気だるげ男子の無自覚な独占欲



「浅川は部活に入っていないし、バイトもやってなくて時間あるだろ?」

「……はい」

「やってくれるよな?」

「…………はい」


 嫌なことを嫌だと主張できない小心者の私。


 ここまで強く頼まれて、断れるわけがなかった。


 ……たとえ、多くの女の子たちから嫌われようとも。


 もうとっくの前に嫌われてるから、いまさらだけどね……。


「出た、いい子ぶりっこ。

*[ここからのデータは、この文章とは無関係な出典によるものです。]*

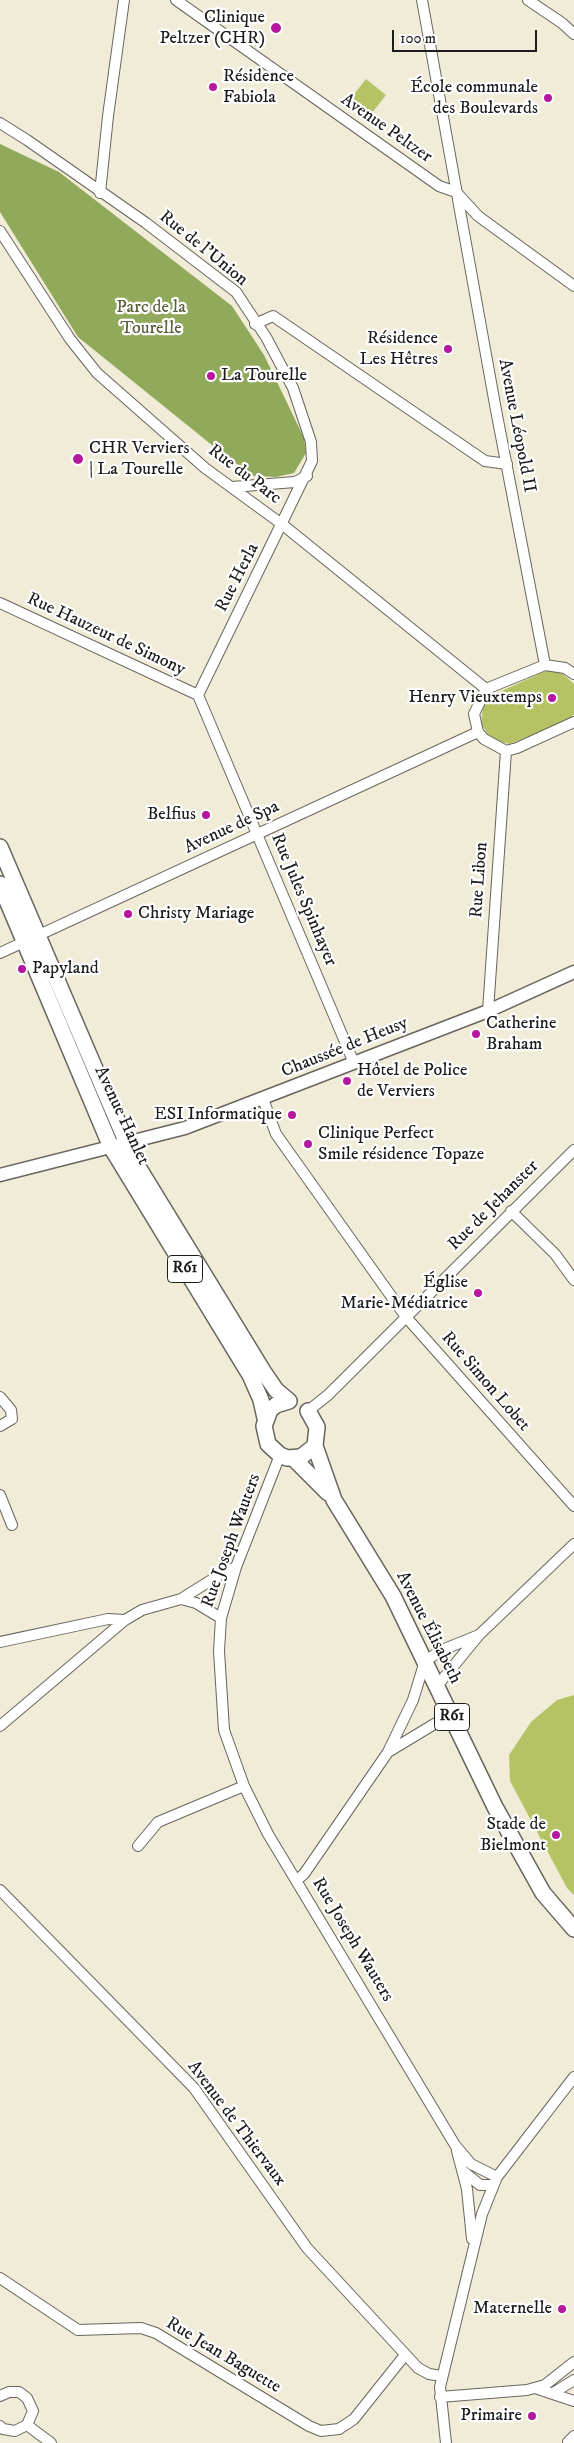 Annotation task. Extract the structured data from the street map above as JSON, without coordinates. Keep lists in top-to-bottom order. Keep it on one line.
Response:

先生の頼みを聞いて点数稼ぎってこと?」

「あたしたちが先に立候補してたのに、横取りとか最悪……」

「光輝と少しでも長くいられると思ったんだけど、どっかの誰かさんに奪われたわ~」


 ちくちくちくちく。


 無数の針で全身をつつかれてるみたいに聞こえてくる小さな声。


 上機嫌で教卓の方へと戻っていった先生には届いていない、生徒だけに聞こえる声。


 『女子ってこえーな』とか『どっちも打算的すぎんだろ~』とか。


 他人事な空気感が、余計に私を孤独にさせる。


 断れなかった自分が悪いのに“私を助けてほしい”なんて。


「浅川さん、こっちにおいで」


 (わざわい)の中心から自然に抜け出せるようにと、手招きしてくれた佐原くんの救いに“そうじゃない”だなんて。


「……ごめんなさい」


 いつものように、別世界へ遊びに行ってる湯本くんを見つめる私は、いつもよりずっとわがままな生き物だ。